An Aug. 31 trade that means something? I never thought I'd see the day. The Angels traded for Justin Upton on Thursday, boosting their wild-card chances in a significant way while removing a problematic contract from the Tigers' roster.
With 5.0 WAR and counting through 125 games, Upton, 30, is in the midst of his best season since 2011 -- and possibly his best season, period. The bat speed that seemed to vanish last year has returned, and as a result Upton is punishing fastballs again, while adjusting enough to sliders that they're no longer the obvious way to get him out.
The Angels have gotten virtually no offense from left field -- an atrocious .244/.315/.341 line from all players at a position where most teams get some thump -- so even a month of Upton is a clear upgrade. His presence means they'll have one fewer dead spot in the lineup during the high-leverage games of the season’s final month.

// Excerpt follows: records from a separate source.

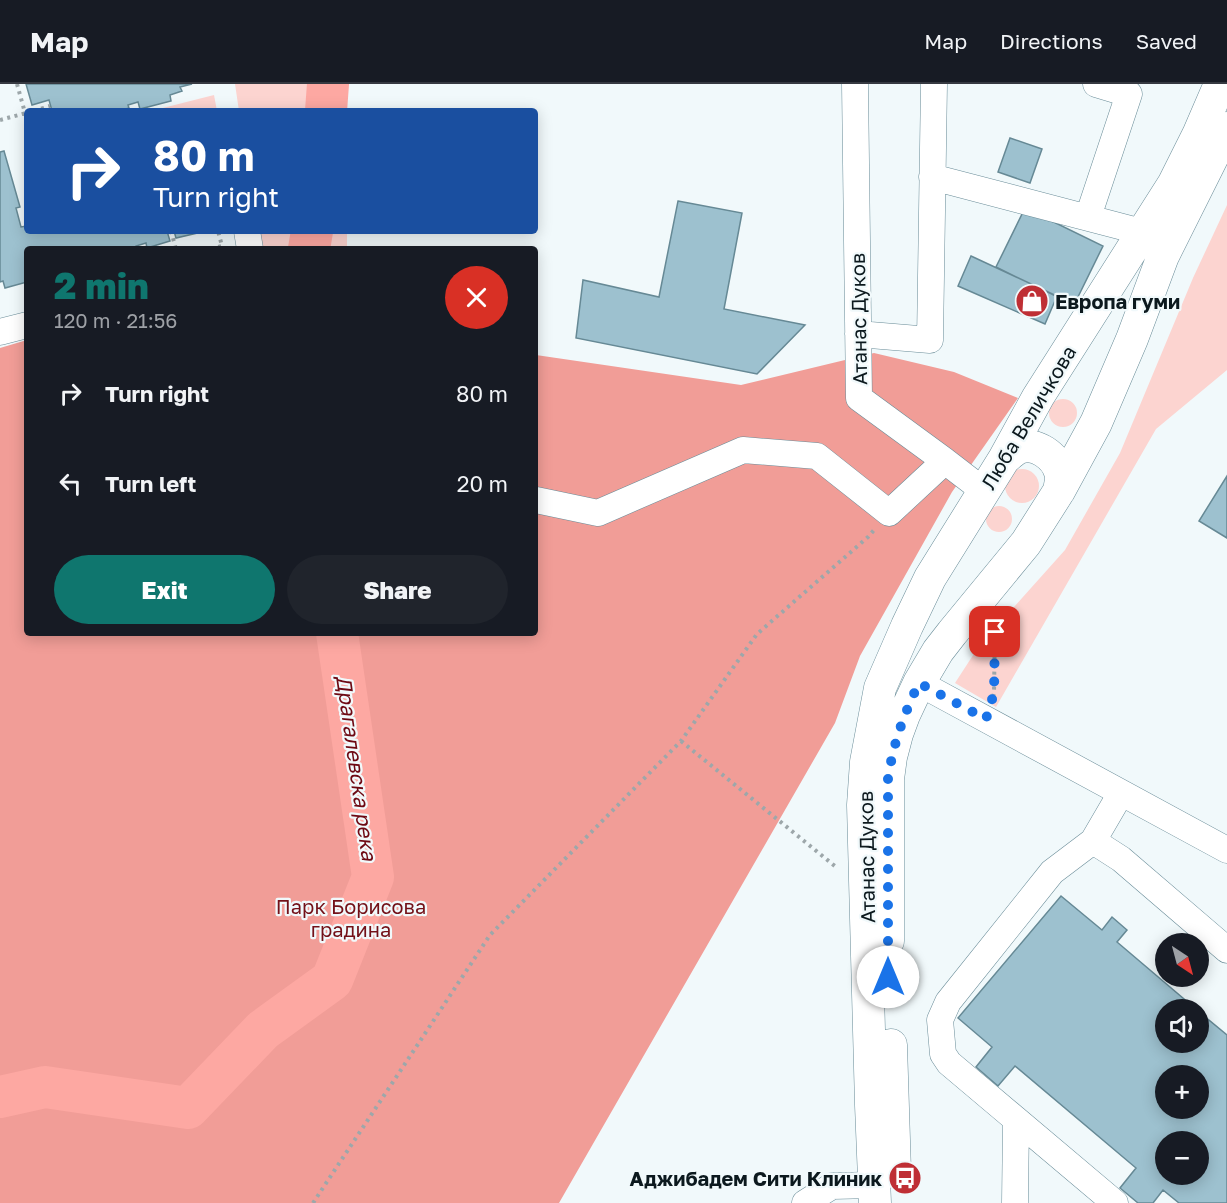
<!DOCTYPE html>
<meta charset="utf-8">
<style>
body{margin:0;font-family:"Golos Text",sans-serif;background:#20242c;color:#f1f3f6;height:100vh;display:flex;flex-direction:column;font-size:22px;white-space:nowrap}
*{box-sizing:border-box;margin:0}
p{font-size:20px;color:#9ea1a6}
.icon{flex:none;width:33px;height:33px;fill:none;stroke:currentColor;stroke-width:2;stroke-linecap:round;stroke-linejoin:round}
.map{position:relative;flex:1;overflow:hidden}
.panel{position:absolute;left:24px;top:162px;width:514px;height:390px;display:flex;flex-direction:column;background:#171b24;border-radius:6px;box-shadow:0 3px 15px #0003}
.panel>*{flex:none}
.banner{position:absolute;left:24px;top:24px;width:514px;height:126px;border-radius:6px;box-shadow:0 3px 15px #0003;background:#1a4fa0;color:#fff;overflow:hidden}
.needle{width:39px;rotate:144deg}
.buttons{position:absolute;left:1155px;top:849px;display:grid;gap:12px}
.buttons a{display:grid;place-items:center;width:54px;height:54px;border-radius:50%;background:#171b24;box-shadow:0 3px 15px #0003;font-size:30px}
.pin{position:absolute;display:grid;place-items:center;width:51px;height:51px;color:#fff;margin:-26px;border-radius:12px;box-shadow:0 3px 9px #0006}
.me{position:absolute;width:66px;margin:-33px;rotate:0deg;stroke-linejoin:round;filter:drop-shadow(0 0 4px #0008)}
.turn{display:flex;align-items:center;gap:21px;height:126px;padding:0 30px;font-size:27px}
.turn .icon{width:78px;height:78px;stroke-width:2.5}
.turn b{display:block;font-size:42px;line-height:51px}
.round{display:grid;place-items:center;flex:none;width:63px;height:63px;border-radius:32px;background:#20242c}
.head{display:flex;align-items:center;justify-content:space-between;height:102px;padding:0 30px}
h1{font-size:36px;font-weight:800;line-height:45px;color:#0f766e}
.cta{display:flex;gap:12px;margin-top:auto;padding:12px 30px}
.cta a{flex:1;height:69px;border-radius:36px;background:#0f766e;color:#fff;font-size:24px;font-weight:800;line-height:69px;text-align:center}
.cta a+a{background:#20242c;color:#f1f3f6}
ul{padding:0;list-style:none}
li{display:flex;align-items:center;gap:18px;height:90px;padding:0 30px}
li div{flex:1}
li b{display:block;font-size:22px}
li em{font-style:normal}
header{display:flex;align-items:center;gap:36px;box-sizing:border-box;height:84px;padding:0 30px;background:#171b24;border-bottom:2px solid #363941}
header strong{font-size:28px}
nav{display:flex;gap:33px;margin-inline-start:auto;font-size:21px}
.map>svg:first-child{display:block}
.green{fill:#fcd4d0}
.forest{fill:#f19d97}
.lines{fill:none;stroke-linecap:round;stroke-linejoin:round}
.river{stroke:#fda8a2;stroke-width:42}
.building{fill:#9dc1cf;stroke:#668995;stroke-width:1.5;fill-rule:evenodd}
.minor-casing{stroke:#698c98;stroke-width:27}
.major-casing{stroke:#698c98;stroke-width:33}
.path{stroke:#9da7aa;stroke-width:4;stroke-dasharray:3 4.5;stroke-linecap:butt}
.minor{stroke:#fff;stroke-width:26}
.major{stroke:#fff;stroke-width:32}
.route{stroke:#1a73e8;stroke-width:10;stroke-dasharray:0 18}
.labels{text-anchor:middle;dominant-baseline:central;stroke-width:4.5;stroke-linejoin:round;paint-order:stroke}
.poi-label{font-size:20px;font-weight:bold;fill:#0c191e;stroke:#f1f9fb;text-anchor:start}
.street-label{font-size:20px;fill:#0c191e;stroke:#f1f9fb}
.park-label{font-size:20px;fill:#731118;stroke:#f1f9fb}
.water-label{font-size:21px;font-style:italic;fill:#6e0913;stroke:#f1f9fb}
</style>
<header>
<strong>Map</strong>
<nav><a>Map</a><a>Directions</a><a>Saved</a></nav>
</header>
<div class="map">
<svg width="1227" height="1119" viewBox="0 0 1227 1119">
<rect width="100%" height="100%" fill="#f1f9fb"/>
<path class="green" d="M235,0H345L346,27H239Z
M214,11L217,27H151Z
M1227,121V286L1156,345L996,623L955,599L979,562L1065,466L1120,369L1193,194Z
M258,147H347V165H260Z
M1049 329a14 14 0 1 1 28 0a14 14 0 1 1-28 0Z
M1005 402a17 17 0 1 1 34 0a17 17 0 1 1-34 0Z
M986 435a13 13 0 1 1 26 0a13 13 0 1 1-26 0Z"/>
<path class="forest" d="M27,256V549H536V271L741,301L874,269L954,288L1018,314L952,408L860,572L835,639L559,1119H0V264Z"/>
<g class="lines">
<path class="river" d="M326,27L328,0
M309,165L312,147
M0,1013L45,1003L188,1024L263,946L332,896L373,793L337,549"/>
</g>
<path class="building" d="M26,0H192L180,3L182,7L170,11L171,17L140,25L138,18L128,21L129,24L119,27H52L49,16L32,21Z
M1010,54L1042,65L1030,99L998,88Z
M4,67L20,123L16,124L21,143L27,142V147H167L170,157L147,164L146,159L136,162V165H27V198L5,204L3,197L0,198V68Z
M678,117L742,129L724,225L805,241L757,290L576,254L583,196L659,213Z
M1025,124L1103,162L1074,221L996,183Z
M174,147H206L176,154Z
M971,172L1057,212L1045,240L958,202Z
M1227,392V454L1199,437Z
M1061,812L1102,846L1112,833L1127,846L1117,858L1197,926H1166V958H1198V927L1227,951V1119H1179L1163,1106L1153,1119H1138L1120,1104L1136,1084L1015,982L998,1002L976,983L992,963L958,934ZM1166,992H1198V1024H1166ZM1166,1058H1198V1090H1166Z"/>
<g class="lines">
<defs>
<path id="minor" d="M855,0L859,314L945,377L984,407
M932,93L1142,148
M1088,133L1129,10L1096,0
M247,147L250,165
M0,248L27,241
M858,250L930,256L934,0
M536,416L598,429L743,366L817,372L889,429L945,377
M919,599L1227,766
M1093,757L1121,775L1227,866
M805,1119L832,1102L874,1101
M1015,1119L1016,1036
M1115,1119L949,979L943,970L940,936L948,918L1052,788L1093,757L1121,709"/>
<path id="major" d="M1004,375C1008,372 1014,366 1019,364C1036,357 1056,373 1060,388C1062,394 1060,401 1059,407
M888,857V695L891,673L897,650L904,631L919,599L938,567L952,549L1026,459L1059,407L1096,339L1132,255L1163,172L1227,44
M891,961L895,1088
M875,1119L871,1021L863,721L866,678L880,604L907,542L930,494L1004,375L1038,313L1174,99L1198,51L1220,0"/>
</defs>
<use href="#minor" class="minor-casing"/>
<use href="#major" class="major-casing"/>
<path class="path" d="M17,0L27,36
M34,27L50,22
M0,36L26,29
M171,147L176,165
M211,165L222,162L218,147
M993,613L994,609L995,540
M681,657L836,783
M313,1119L490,851L681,657L757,550L868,453L874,446"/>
<use href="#minor" class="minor"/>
<use href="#major" class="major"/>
</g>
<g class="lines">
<path class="route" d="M888,893V695C893,660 904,630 919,599L986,635L994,609L995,548"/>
</g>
<defs>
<symbol id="shop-disc" viewBox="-11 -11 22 22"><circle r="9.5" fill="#bf2f35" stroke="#f1f9fb"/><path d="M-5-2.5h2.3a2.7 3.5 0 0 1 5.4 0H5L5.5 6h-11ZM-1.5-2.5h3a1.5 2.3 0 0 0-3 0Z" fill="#fff"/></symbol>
<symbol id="bus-disc" viewBox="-11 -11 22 22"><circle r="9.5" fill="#bf2f35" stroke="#f1f9fb"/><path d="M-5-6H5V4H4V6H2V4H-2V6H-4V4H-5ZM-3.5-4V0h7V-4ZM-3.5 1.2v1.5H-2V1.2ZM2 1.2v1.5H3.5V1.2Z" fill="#fff"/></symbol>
</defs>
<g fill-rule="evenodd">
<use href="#shop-disc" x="1013" y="198" width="38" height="38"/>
<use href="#bus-disc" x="886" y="1075" width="38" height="38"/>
</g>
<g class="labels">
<g class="poi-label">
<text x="1055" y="217">Европа гуми</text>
<text x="882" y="1094" text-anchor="end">Аджибадем Сити Клиник</text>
</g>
<g class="street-label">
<text transform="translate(858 235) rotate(-91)">Атанас Дуков</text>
<text transform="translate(1028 333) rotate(-59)">Люба Величкова</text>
<text transform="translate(866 773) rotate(-91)">Атанас Дуков</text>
</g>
<g class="park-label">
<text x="351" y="822">Парк Борисова<tspan x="351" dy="23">градина</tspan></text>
</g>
<g class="water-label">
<text transform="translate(357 684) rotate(82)">Драгалевска река</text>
</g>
</g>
</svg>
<div class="buttons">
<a><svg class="needle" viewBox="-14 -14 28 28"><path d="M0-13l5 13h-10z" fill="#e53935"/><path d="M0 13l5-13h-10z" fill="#9ea1a6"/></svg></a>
<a><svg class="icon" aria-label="sound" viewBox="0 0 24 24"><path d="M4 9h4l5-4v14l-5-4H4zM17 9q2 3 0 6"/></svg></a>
<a>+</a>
<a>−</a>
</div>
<div class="pin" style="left:995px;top:548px;background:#d93025"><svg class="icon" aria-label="arrive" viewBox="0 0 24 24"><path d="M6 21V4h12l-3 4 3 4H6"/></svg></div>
<svg class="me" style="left:888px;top:893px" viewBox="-20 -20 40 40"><circle r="19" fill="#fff"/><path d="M0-13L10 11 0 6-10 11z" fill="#1a73e8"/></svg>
<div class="banner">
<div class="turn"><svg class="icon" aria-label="right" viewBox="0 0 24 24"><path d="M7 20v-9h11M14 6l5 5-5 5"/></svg><div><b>80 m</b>Turn right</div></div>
</div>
<section class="panel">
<div class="head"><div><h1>2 min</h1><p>120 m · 21:56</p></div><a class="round" style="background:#d93025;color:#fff"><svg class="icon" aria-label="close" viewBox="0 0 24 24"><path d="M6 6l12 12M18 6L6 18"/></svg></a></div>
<ul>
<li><svg class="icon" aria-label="right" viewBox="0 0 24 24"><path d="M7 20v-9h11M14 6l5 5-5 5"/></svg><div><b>Turn right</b></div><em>80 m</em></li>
<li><svg class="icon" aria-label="left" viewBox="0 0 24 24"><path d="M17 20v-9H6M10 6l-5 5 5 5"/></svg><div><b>Turn left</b></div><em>20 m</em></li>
</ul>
<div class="cta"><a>Exit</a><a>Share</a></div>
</section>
</div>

If he's worth an extra win over the guys he's replacing the rest of the regular season, that could easily be the win that puts the Angels into the playoffs as they are currently just one game out of the second wild-card spot and two games out of the first spot.
The rub for the Angels is Upton's contract; he has a player opt-out after this season, and if he chooses not to exercise it, the Angels will owe him $89 million over the next four years. If Upton can hold most of his 2017 performance, that's not a bad deal for the team as his output this year has more than justified his salary and would be worth even more to a borderline contender like the Angels than to a rebuilding team like the Tigers.
If he opts out, the Angels didn't give up much to acquire him anyway. The concern for GM Billy Eppler has to be a recurrence of Upton's 2016 line, when he generated just 2 WAR and was worse both defensively and at the plate. But Upton is still at an age when you can expect some continued peak-level production before he declines toward the end of the deal, and the fact that he's making more hard contact this year should also boost projections for his value going forward.
The return for Detroit is minimal, which you'd expect given Upton's contract. Grayson Long is a potential back-end starter who has three average pitches and above-average control but needs a better weapon to miss bats. He has the size and delivery to start if he ever finds that out pitch, but most likely is a fifth starter or swingman. The return is an acknowledgement that the Tigers just wanted to move Upton's contract and avoid the possibility of him staying with the team by declining to exercise his opt-out clause (the equivalent of picking up a player option).
One of the players Upton is replacing is Cameron Maybin, whom the Angels lost to the Astros on Thursday on a waiver claim. Maybin can run and defend but has never developed at the plate, possibly derailed by injuries, including a wrist impingement and knee injury that wrecked his 2012 season. He's a nice 25th man on a roster but nothing more and would have lost all playing time to Upton if he had stayed in Anaheim.